The second line here is somewhat non-intuitive. It is needed as concatenating tempdata$Period results in the new variable not being a factor (categorical) variable any longer. This is why we have to reimpose the factor characteristics.

Now we will obtain the information required for a frequency table by applying the hist function to temp_summer[(temp_Period == "1951-1980")], which are the monthly temperature anomalies from the period ‘1951–1980’. The option plot=FALSE switches off the plot. (See what happens if you set it to TRUE.)

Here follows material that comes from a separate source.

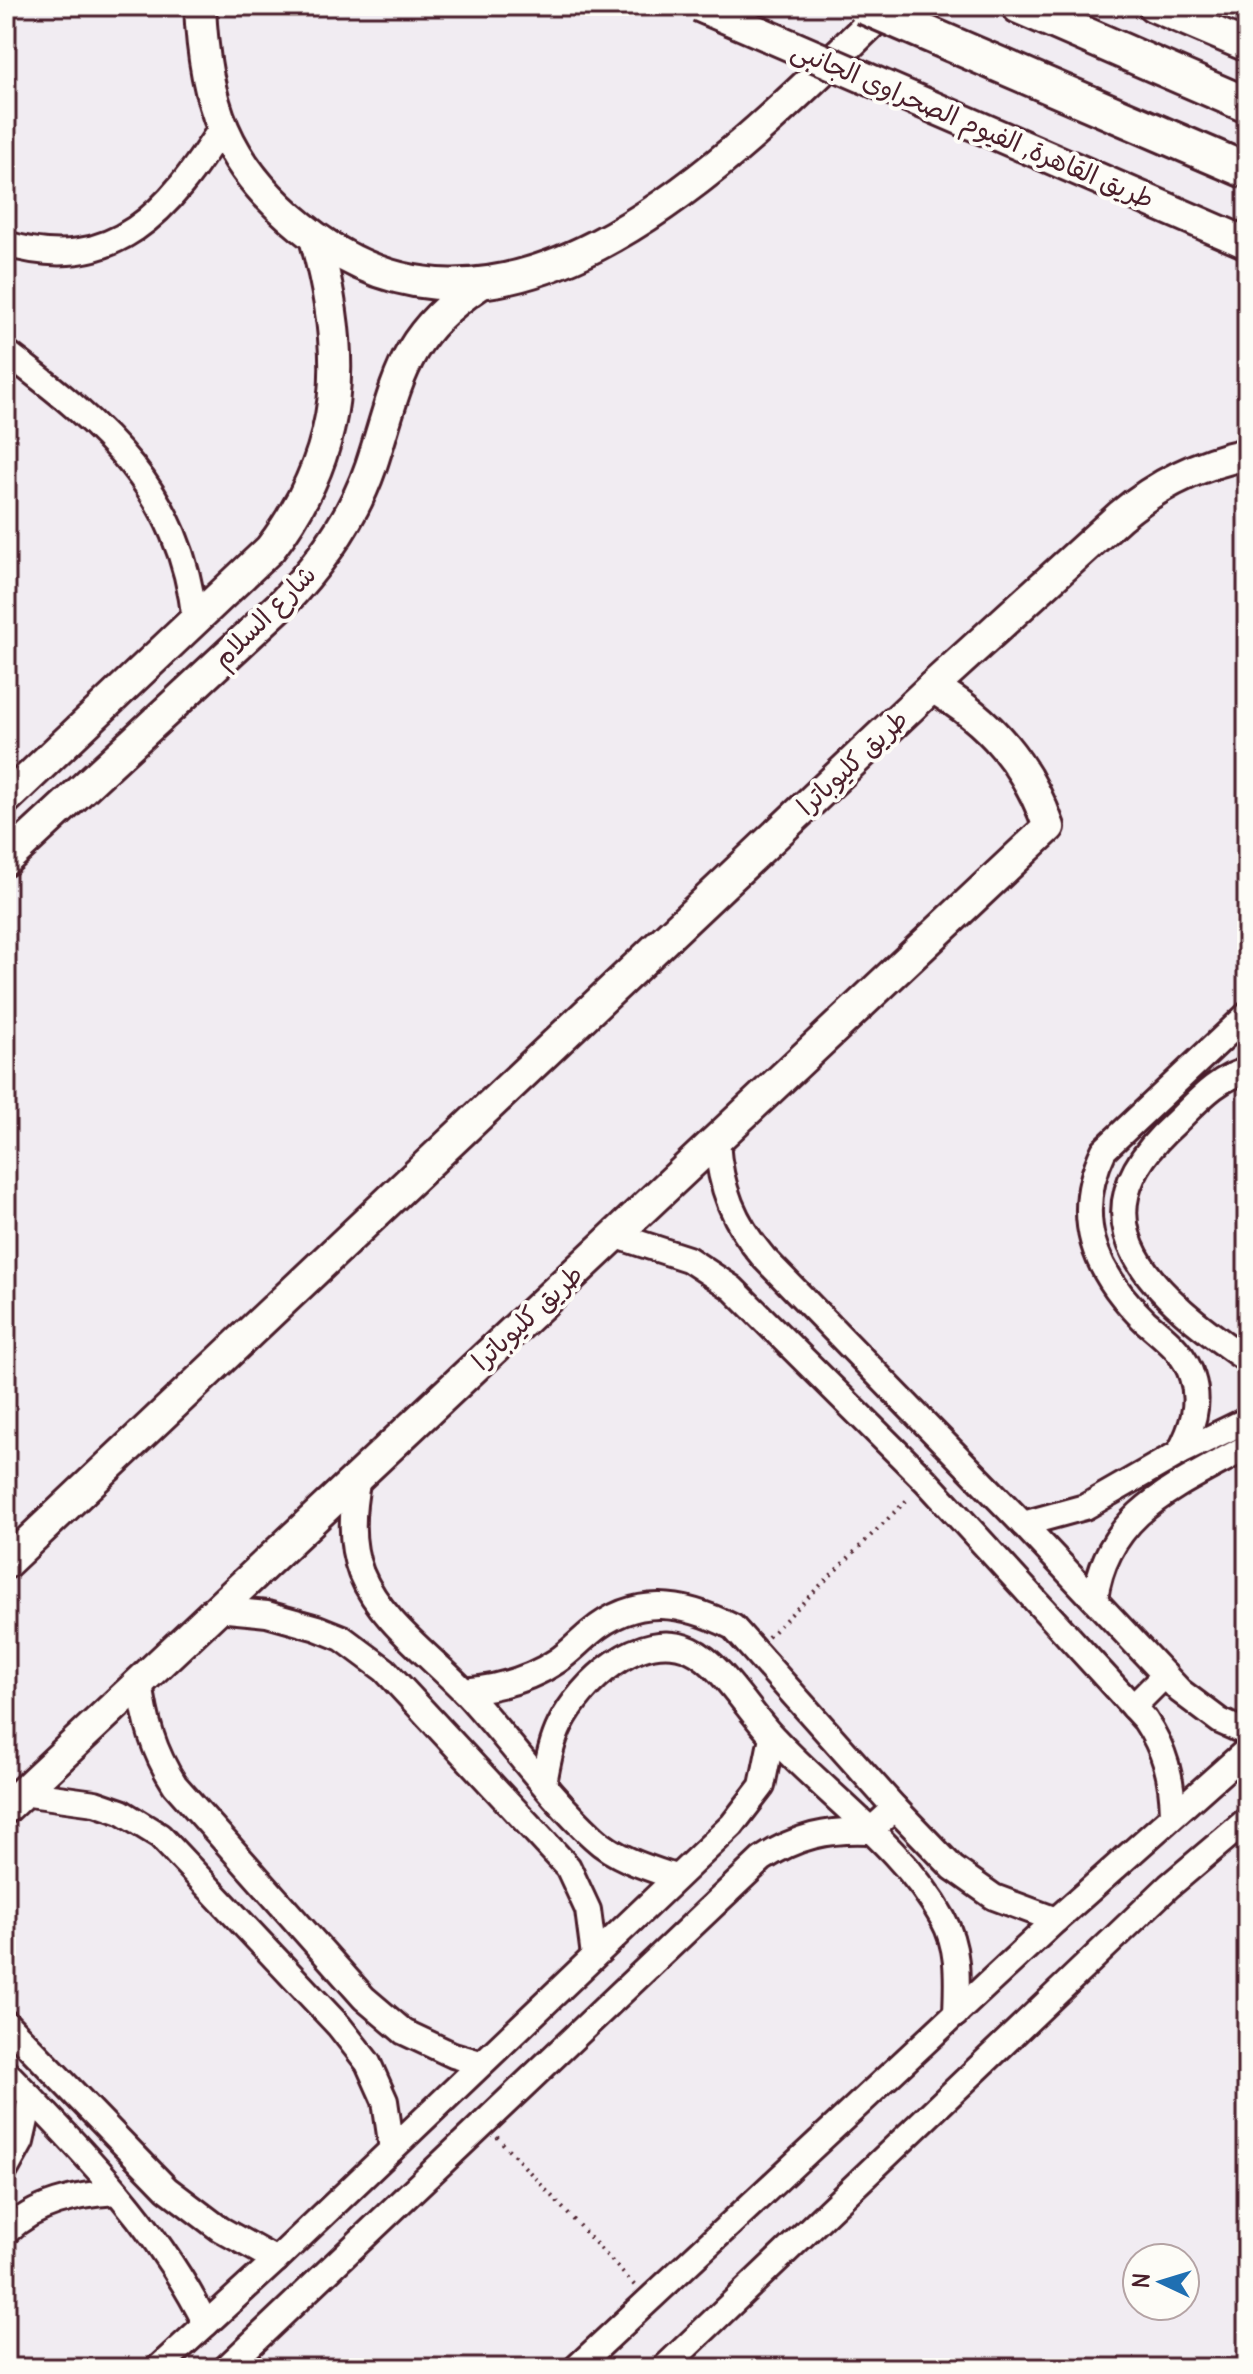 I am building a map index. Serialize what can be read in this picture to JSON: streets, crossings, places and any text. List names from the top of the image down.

hist(temp_summer[(temp_Period == "1951-1980")],plot=FALSE)
## $breaks
##  [1] -0.30 -0.25 -0.20 -0.15 -0.10 -0.05  0.00  0.05  0.10  0.15  0.20
## [12]  0.25
## $counts
##  [1]  2  7  6  7 14  6 14 12 10  9  3
## $density
##  [1] 0.4444444 1.5555556 1.3333333 1.5555556 3.1111111 1.3333333 3.1111111
##  [8] 2.6666667 2.2222222 2.0000000 0.6666667
## $mids
##  [1] -0.275 -0.225 -0.175 -0.125 -0.075 -0.025  0.025  0.075  0.125  0.175
## [11]  0.225
## $xname
## [1] "temp_summer[(temp_Period == \"1951-1980\")]"
## $equidist
## [1] TRUE
## attr(,"class")
## [1] "histogram"

From the output you can see that we can get the class breaks and the counts, which is all we need to create a frequency table. However, in our case the frequency table is merely a temporary input required to produce a histogram.

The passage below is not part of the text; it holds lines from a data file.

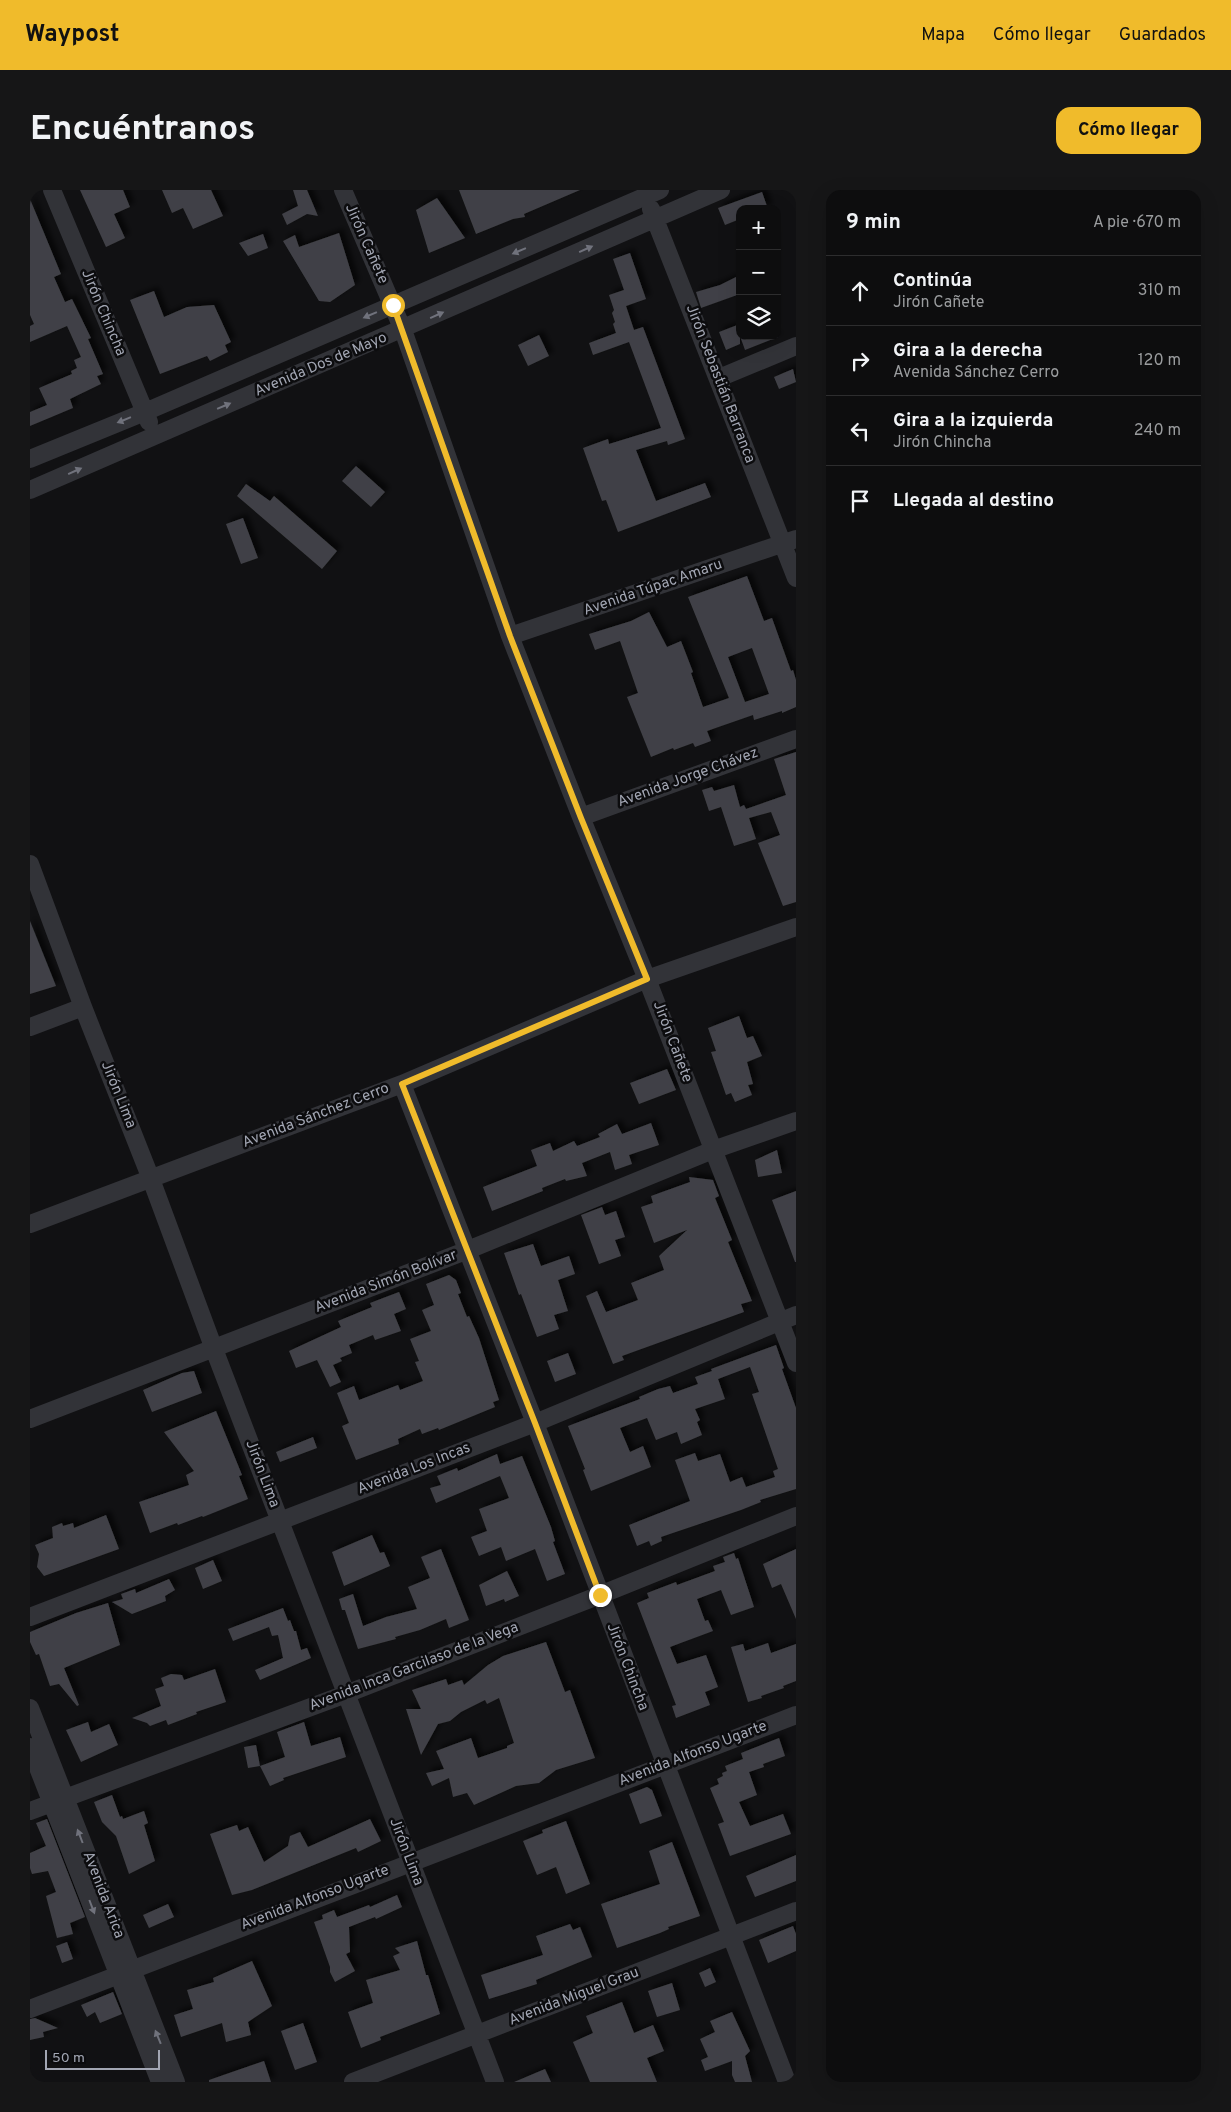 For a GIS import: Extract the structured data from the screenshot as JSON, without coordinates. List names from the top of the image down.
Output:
{
  "streets": {
    "street": [
      "Jirón Cañete",
      "Jirón Chincha",
      "Avenida Dos de Mayo",
      "Jirón Sebastián Barranca",
      "Avenida Túpac Amaru",
      "Avenida Jorge Chávez",
      "Jirón Lima",
      "Avenida Sánchez Cerro",
      "Avenida Simón Bolívar",
      "Avenida Los Incas",
      "Avenida Inca Garcilaso de la Vega",
      "Avenida Alfonso Ugarte",
      "Avenida Arica",
      "Avenida Miguel Grau"
    ]
  },
  "crossings": [
    ["Jirón Cañete", "Avenida Dos de Mayo"],
    ["Jirón Cañete", "Avenida Túpac Amaru"],
    ["Jirón Cañete", "Avenida Jorge Chávez"],
    ["Jirón Cañete", "Avenida Sánchez Cerro"],
    ["Jirón Cañete", "Avenida Simón Bolívar"],
    ["Jirón Cañete", "Avenida Los Incas"],
    ["Jirón Chincha", "Avenida Dos de Mayo"],
    ["Jirón Chincha", "Avenida Sánchez Cerro"],
    ["Jirón Chincha", "Avenida Simón Bolívar"],
    ["Jirón Chincha", "Avenida Los Incas"],
    ["Jirón Chincha", "Avenida Inca Garcilaso de la Vega"],
    ["Jirón Chincha", "Avenida Alfonso Ugarte"],
    ["Jirón Chincha", "Avenida Miguel Grau"],
    ["Avenida Dos de Mayo", "Jirón Sebastián Barranca"],
    ["Jirón Sebastián Barranca", "Avenida Túpac Amaru"],
    ["Jirón Lima", "Avenida Sánchez Cerro"],
    ["Jirón Lima", "Avenida Simón Bolívar"],
    ["Jirón Lima", "Avenida Los Incas"],
    ["Jirón Lima", "Avenida Inca Garcilaso de la Vega"],
    ["Jirón Lima", "Avenida Alfonso Ugarte"],
    ["Jirón Lima", "Avenida Miguel Grau"],
    ["Avenida Inca Garcilaso de la Vega", "Avenida Arica"],
    ["Avenida Alfonso Ugarte", "Avenida Arica"]
  ],
  "scale_bar": "50 m",
  "page": {
    "header": "Waypost",
    "nav": ["Mapa", "Cómo llegar", "Guardados"],
    "buttons": "Cómo llegar",
    "title": "Encuéntranos",
    "heading": ["9 min", "A pie · 670 m"],
    "map_buttons": ["+", "−"],
    "list": [
      ["Continúa", "Jirón Cañete", "310 m"],
      ["Gira a la derecha", "Avenida Sánchez Cerro", "120 m"],
      ["Gira a la izquierda", "Jirón Chincha", "240 m"],
      "Llegada al destino"
    ],
    "scale": "50 m"
  }
}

We will now use the histogram function from the mosaic package, which offers a straightforward way to separate the histogram calculation by Period.

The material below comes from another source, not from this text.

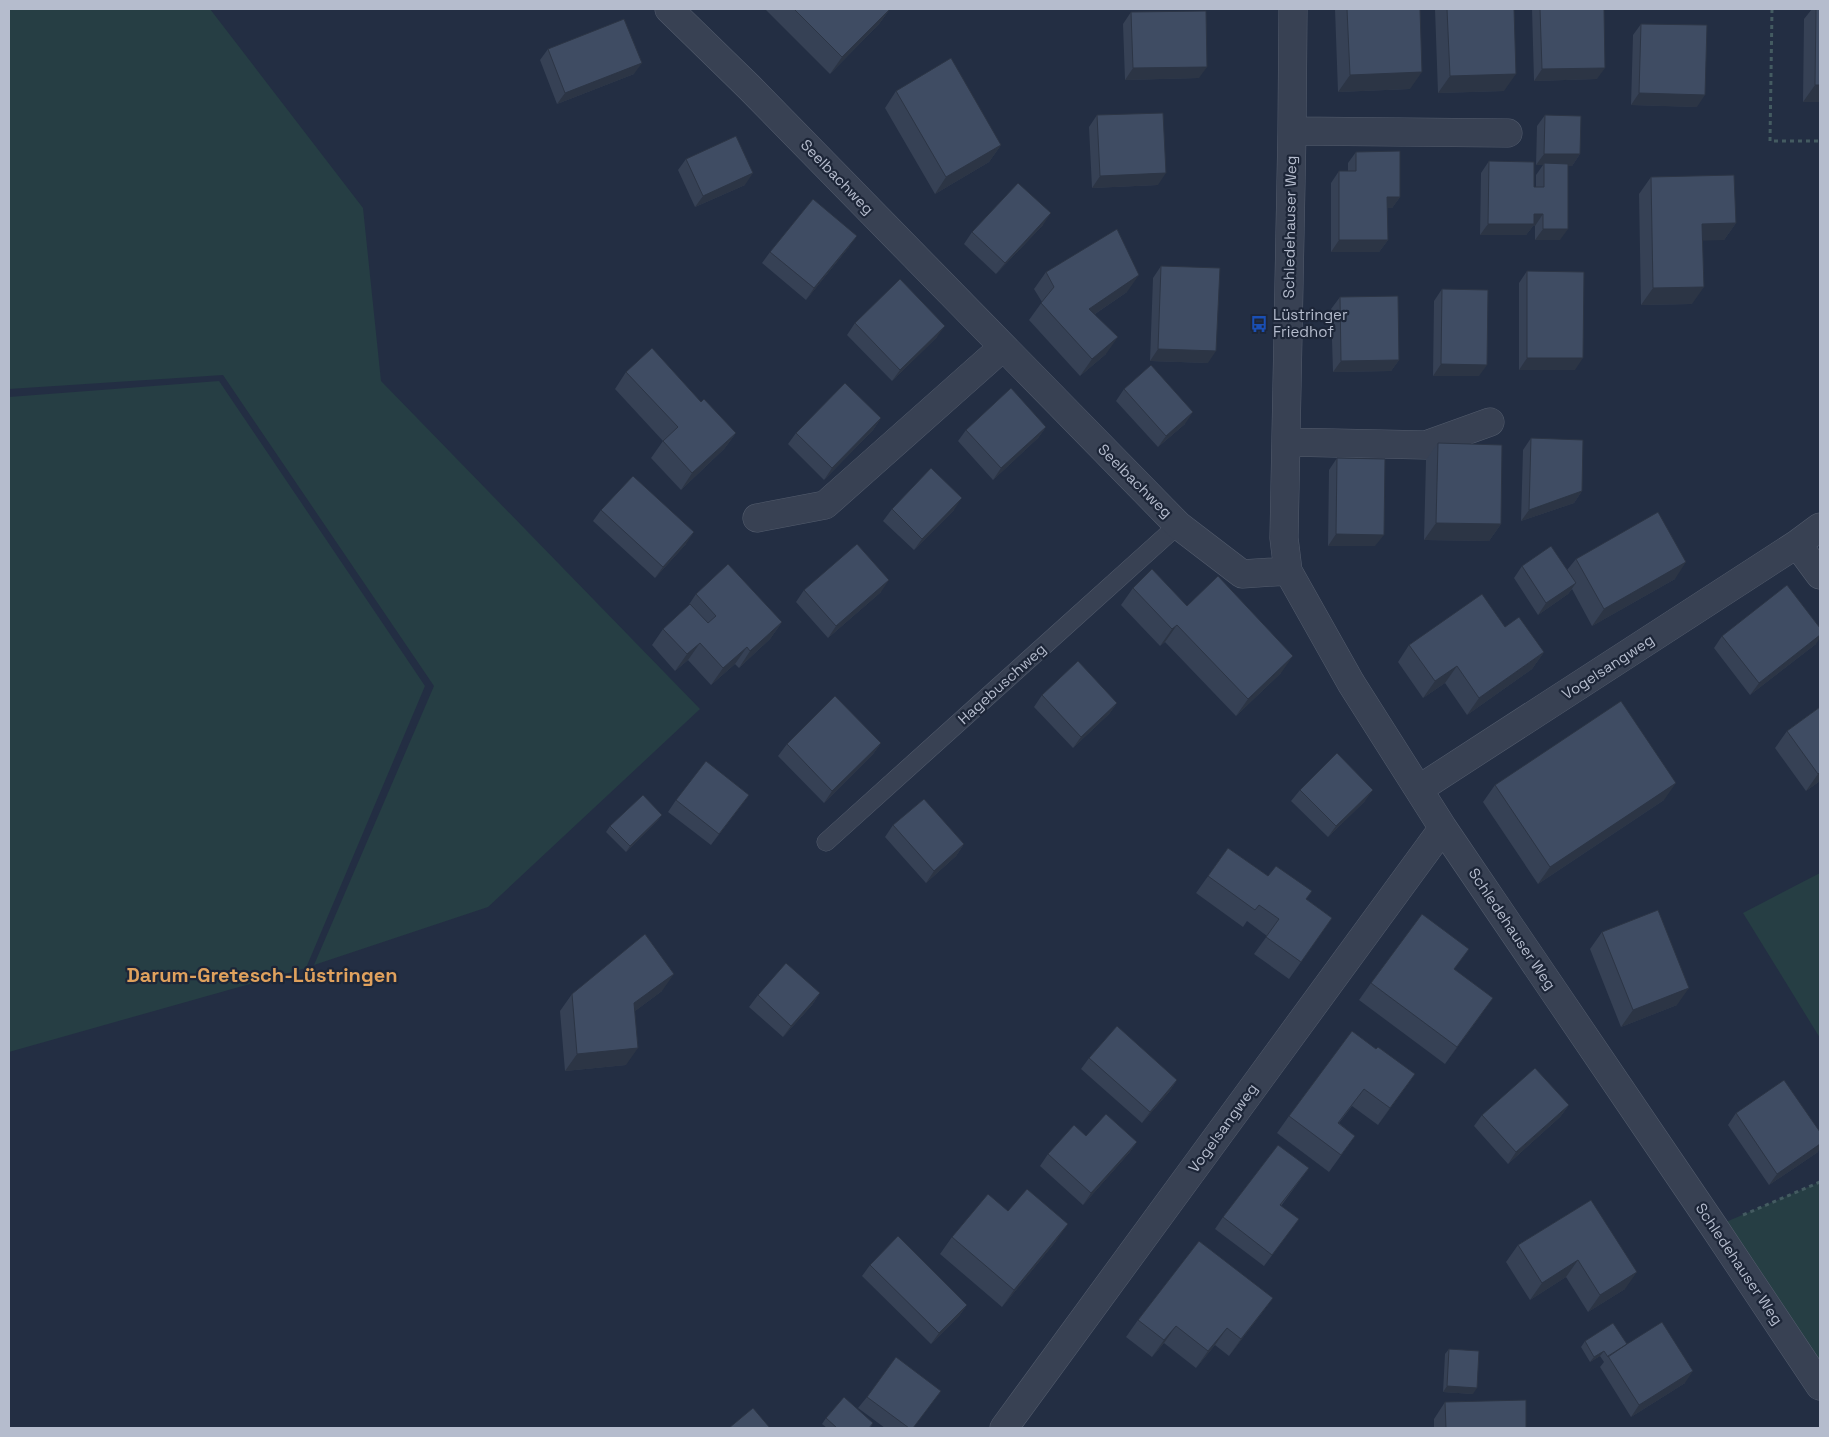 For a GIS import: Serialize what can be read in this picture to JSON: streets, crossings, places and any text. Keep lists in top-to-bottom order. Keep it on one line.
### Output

The function below includes multiple commands:

  • | temp_Period splits the data according to the temp_Period value.
  • type = "count" indicates that we want to display the counts in each category
  • breaks = seq(-0.5,1.3,0.1) gives a sequence of numbers -0.5, -0.4, …, 1.3, which are boundaries for the categories.
  • main="Histogram of temperature anomalies" gives Figure 1.6 its title.
library(mosaic) # This is the library we use for the following command.

histogram(~ temp_summer | temp_Period, type = "count", breaks = seq(-0.5,1.3,0.10), main="Histogram of Temperature anomalies", xlab = "Summer temperature distribution")

Summer temperature distributions for different time periods.

Figure 1.6 Summer temperature distributions for different time periods.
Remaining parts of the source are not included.